Sift the listing for lines that hold the string "above" and pull them out.

===============

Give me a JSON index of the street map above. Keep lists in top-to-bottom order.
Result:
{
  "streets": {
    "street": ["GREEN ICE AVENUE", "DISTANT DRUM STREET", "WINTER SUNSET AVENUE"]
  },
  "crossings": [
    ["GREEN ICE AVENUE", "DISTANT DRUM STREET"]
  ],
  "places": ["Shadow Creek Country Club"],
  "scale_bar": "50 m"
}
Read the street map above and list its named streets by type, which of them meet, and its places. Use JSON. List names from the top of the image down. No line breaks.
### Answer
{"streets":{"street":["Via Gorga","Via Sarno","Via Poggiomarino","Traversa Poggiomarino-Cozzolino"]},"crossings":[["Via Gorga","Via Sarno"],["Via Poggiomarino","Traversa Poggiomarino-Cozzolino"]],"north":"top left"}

===============

Response below -
Give me a JSON index of the street map above. Keep lists in top-to-bottom order.
Read the street map above and list its named streets by type, which of them meet, and its places. Use JSON. List names from the top of the image down. No line breaks.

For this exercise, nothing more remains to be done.